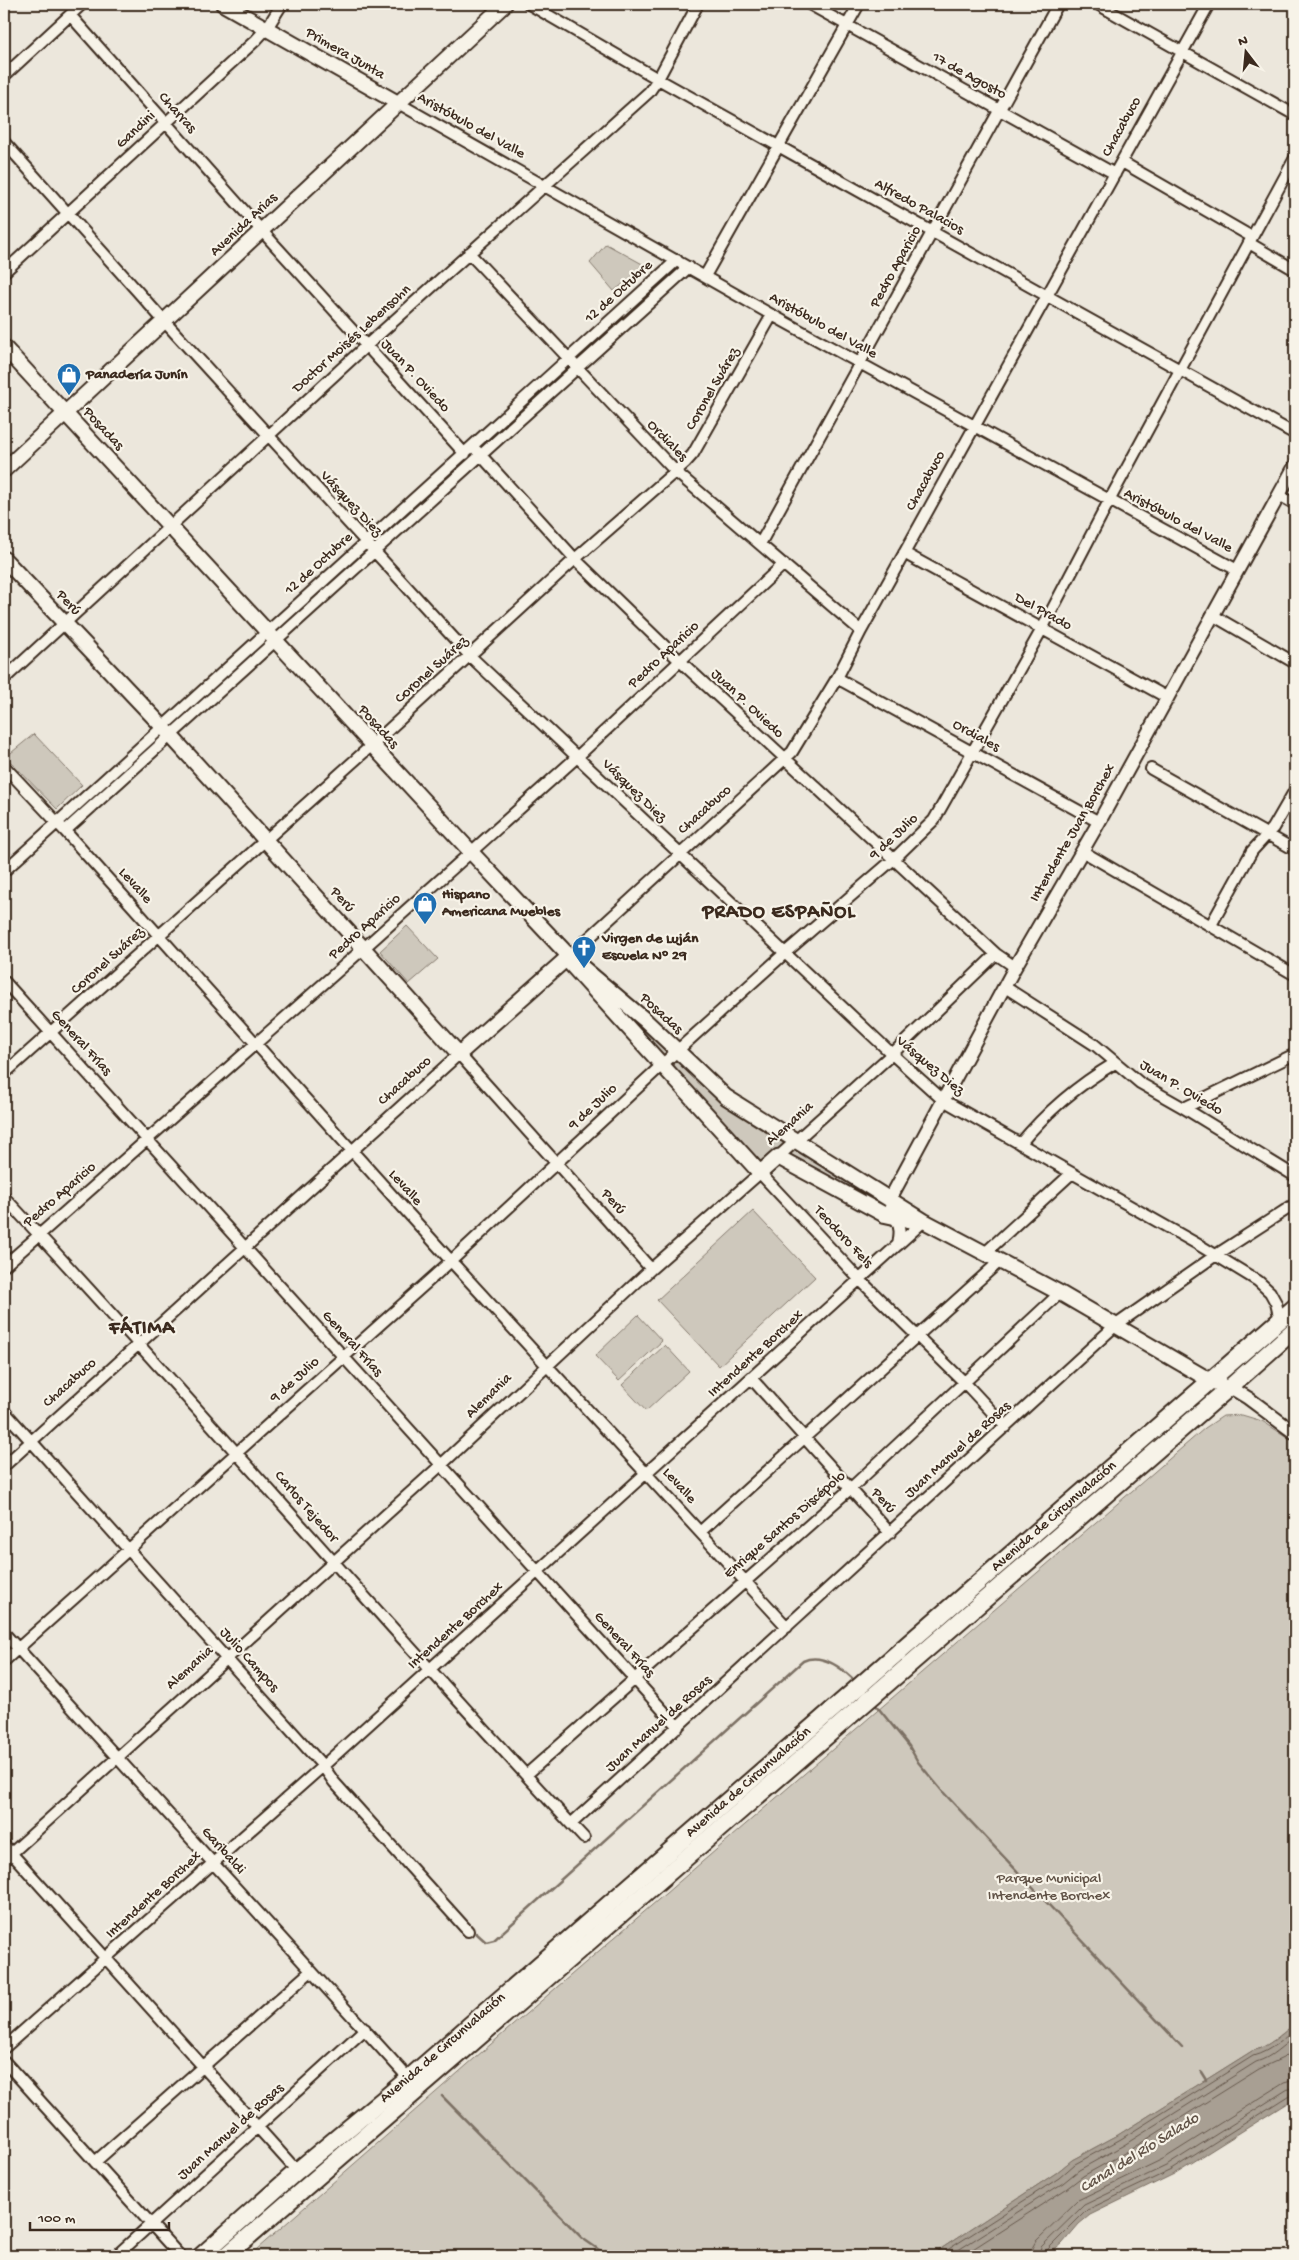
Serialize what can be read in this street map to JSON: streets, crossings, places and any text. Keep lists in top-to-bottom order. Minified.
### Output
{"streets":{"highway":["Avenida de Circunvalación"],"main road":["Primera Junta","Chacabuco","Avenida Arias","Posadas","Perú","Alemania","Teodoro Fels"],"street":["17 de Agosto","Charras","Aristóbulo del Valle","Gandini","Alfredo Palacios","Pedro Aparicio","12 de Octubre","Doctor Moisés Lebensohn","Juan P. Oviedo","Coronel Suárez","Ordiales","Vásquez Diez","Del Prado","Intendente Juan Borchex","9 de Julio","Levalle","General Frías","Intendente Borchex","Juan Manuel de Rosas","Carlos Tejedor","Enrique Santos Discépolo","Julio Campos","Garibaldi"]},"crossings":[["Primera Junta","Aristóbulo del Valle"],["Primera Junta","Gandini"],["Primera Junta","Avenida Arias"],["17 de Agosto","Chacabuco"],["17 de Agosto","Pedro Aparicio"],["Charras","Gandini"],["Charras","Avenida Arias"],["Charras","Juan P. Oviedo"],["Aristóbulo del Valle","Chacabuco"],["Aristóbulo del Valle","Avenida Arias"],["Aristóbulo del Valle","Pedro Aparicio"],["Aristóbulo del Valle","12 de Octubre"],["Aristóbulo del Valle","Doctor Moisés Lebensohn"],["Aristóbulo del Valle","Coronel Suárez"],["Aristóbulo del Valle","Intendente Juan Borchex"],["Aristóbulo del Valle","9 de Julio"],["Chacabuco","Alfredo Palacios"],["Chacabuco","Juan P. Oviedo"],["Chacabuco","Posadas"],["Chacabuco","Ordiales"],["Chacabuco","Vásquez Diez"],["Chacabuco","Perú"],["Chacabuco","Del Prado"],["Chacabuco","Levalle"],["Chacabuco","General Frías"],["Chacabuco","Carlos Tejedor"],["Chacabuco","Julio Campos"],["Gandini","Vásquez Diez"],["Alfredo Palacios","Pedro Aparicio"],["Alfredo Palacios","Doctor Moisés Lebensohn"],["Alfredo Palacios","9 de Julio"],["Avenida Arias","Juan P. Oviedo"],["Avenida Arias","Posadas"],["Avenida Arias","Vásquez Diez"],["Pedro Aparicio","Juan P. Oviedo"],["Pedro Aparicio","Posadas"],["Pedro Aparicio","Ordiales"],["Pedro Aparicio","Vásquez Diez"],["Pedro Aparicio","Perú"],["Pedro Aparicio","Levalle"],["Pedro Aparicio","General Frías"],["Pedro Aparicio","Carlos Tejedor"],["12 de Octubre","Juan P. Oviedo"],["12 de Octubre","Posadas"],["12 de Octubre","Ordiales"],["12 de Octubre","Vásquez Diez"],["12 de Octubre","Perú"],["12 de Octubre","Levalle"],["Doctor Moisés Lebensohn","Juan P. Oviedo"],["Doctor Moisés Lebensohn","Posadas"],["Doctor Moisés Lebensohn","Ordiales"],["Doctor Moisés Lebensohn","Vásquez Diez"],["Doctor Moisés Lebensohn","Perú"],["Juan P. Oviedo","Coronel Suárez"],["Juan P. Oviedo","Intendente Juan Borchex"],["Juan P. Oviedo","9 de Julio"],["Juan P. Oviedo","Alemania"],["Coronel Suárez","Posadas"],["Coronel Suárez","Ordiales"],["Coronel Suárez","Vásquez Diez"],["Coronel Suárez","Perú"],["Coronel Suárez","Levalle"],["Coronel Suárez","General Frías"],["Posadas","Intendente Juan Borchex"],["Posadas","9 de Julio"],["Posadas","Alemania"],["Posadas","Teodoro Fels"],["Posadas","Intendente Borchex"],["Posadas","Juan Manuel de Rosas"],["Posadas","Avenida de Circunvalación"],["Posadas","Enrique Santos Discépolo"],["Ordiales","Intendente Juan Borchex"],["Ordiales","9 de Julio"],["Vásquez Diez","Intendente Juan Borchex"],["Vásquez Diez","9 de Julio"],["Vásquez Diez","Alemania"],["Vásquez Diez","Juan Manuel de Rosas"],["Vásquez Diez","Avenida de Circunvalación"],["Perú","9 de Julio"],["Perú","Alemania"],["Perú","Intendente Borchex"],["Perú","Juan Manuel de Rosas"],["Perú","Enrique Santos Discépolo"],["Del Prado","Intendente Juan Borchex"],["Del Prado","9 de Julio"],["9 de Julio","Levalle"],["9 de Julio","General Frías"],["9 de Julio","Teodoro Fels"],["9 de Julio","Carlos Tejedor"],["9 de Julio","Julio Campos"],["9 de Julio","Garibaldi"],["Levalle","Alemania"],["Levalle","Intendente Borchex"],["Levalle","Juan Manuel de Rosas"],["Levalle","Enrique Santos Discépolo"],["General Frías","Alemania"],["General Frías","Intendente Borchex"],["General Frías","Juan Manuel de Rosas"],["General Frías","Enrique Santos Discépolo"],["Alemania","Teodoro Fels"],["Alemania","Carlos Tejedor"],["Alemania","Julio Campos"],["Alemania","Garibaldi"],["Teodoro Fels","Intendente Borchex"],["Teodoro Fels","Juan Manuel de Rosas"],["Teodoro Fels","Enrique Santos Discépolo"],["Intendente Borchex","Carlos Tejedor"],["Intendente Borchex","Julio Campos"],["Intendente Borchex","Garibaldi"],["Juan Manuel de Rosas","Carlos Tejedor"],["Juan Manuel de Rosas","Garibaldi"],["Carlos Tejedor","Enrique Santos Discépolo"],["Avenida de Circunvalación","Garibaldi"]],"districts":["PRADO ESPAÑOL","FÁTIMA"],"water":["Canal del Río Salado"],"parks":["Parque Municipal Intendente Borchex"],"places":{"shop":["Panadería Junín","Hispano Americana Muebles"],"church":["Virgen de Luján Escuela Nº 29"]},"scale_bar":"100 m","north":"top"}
---------------
● **What is required**
Go through the listing above and retype it exactly, skipping every picture.

● **Result**
Serialize what can be read in this street map to JSON: streets, crossings, places and any text. Keep lists in top-to-bottom order. Minified.
### Output
{"streets":{"highway":["Avenida de Circunvalación"],"main road":["Primera Junta","Chacabuco","Avenida Arias","Posadas","Perú","Alemania","Teodoro Fels"],"street":["17 de Agosto","Charras","Aristóbulo del Valle","Gandini","Alfredo Palacios","Pedro Aparicio","12 de Octubre","Doctor Moisés Lebensohn","Juan P. Oviedo","Coronel Suárez","Ordiales","Vásquez Diez","Del Prado","Intendente Juan Borchex","9 de Julio","Levalle","General Frías","Intendente Borchex","Juan Manuel de Rosas","Carlos Tejedor","Enrique Santos Discépolo","Julio Campos","Garibaldi"]},"crossings":[["Primera Junta","Aristóbulo del Valle"],["Primera Junta","Gandini"],["Primera Junta","Avenida Arias"],["17 de Agosto","Chacabuco"],["17 de Agosto","Pedro Aparicio"],["Charras","Gandini"],["Charras","Avenida Arias"],["Charras","Juan P. Oviedo"],["Aristóbulo del Valle","Chacabuco"],["Aristóbulo del Valle","Avenida Arias"],["Aristóbulo del Valle","Pedro Aparicio"],["Aristóbulo del Valle","12 de Octubre"],["Aristóbulo del Valle","Doctor Moisés Lebensohn"],["Aristóbulo del Valle","Coronel Suárez"],["Aristóbulo del Valle","Intendente Juan Borchex"],["Aristóbulo del Valle","9 de Julio"],["Chacabuco","Alfredo Palacios"],["Chacabuco","Juan P. Oviedo"],["Chacabuco","Posadas"],["Chacabuco","Ordiales"],["Chacabuco","Vásquez Diez"],["Chacabuco","Perú"],["Chacabuco","Del Prado"],["Chacabuco","Levalle"],["Chacabuco","General Frías"],["Chacabuco","Carlos Tejedor"],["Chacabuco","Julio Campos"],["Gandini","Vásquez Diez"],["Alfredo Palacios","Pedro Aparicio"],["Alfredo Palacios","Doctor Moisés Lebensohn"],["Alfredo Palacios","9 de Julio"],["Avenida Arias","Juan P. Oviedo"],["Avenida Arias","Posadas"],["Avenida Arias","Vásquez Diez"],["Pedro Aparicio","Juan P. Oviedo"],["Pedro Aparicio","Posadas"],["Pedro Aparicio","Ordiales"],["Pedro Aparicio","Vásquez Diez"],["Pedro Aparicio","Perú"],["Pedro Aparicio","Levalle"],["Pedro Aparicio","General Frías"],["Pedro Aparicio","Carlos Tejedor"],["12 de Octubre","Juan P. Oviedo"],["12 de Octubre","Posadas"],["12 de Octubre","Ordiales"],["12 de Octubre","Vásquez Diez"],["12 de Octubre","Perú"],["12 de Octubre","Levalle"],["Doctor Moisés Lebensohn","Juan P. Oviedo"],["Doctor Moisés Lebensohn","Posadas"],["Doctor Moisés Lebensohn","Ordiales"],["Doctor Moisés Lebensohn","Vásquez Diez"],["Doctor Moisés Lebensohn","Perú"],["Juan P. Oviedo","Coronel Suárez"],["Juan P. Oviedo","Intendente Juan Borchex"],["Juan P. Oviedo","9 de Julio"],["Juan P. Oviedo","Alemania"],["Coronel Suárez","Posadas"],["Coronel Suárez","Ordiales"],["Coronel Suárez","Vásquez Diez"],["Coronel Suárez","Perú"],["Coronel Suárez","Levalle"],["Coronel Suárez","General Frías"],["Posadas","Intendente Juan Borchex"],["Posadas","9 de Julio"],["Posadas","Alemania"],["Posadas","Teodoro Fels"],["Posadas","Intendente Borchex"],["Posadas","Juan Manuel de Rosas"],["Posadas","Avenida de Circunvalación"],["Posadas","Enrique Santos Discépolo"],["Ordiales","Intendente Juan Borchex"],["Ordiales","9 de Julio"],["Vásquez Diez","Intendente Juan Borchex"],["Vásquez Diez","9 de Julio"],["Vásquez Diez","Alemania"],["Vásquez Diez","Juan Manuel de Rosas"],["Vásquez Diez","Avenida de Circunvalación"],["Perú","9 de Julio"],["Perú","Alemania"],["Perú","Intendente Borchex"],["Perú","Juan Manuel de Rosas"],["Perú","Enrique Santos Discépolo"],["Del Prado","Intendente Juan Borchex"],["Del Prado","9 de Julio"],["9 de Julio","Levalle"],["9 de Julio","General Frías"],["9 de Julio","Teodoro Fels"],["9 de Julio","Carlos Tejedor"],["9 de Julio","Julio Campos"],["9 de Julio","Garibaldi"],["Levalle","Alemania"],["Levalle","Intendente Borchex"],["Levalle","Juan Manuel de Rosas"],["Levalle","Enrique Santos Discépolo"],["General Frías","Alemania"],["General Frías","Intendente Borchex"],["General Frías","Juan Manuel de Rosas"],["General Frías","Enrique Santos Discépolo"],["Alemania","Teodoro Fels"],["Alemania","Carlos Tejedor"],["Alemania","Julio Campos"],["Alemania","Garibaldi"],["Teodoro Fels","Intendente Borchex"],["Teodoro Fels","Juan Manuel de Rosas"],["Teodoro Fels","Enrique Santos Discépolo"],["Intendente Borchex","Carlos Tejedor"],["Intendente Borchex","Julio Campos"],["Intendente Borchex","Garibaldi"],["Juan Manuel de Rosas","Carlos Tejedor"],["Juan Manuel de Rosas","Garibaldi"],["Carlos Tejedor","Enrique Santos Discépolo"],["Avenida de Circunvalación","Garibaldi"]],"districts":["PRADO ESPAÑOL","FÁTIMA"],"water":["Canal del Río Salado"],"parks":["Parque Municipal Intendente Borchex"],"places":{"shop":["Panadería Junín","Hispano Americana Muebles"],"church":["Virgen de Luján Escuela Nº 29"]},"scale_bar":"100 m","north":"top"}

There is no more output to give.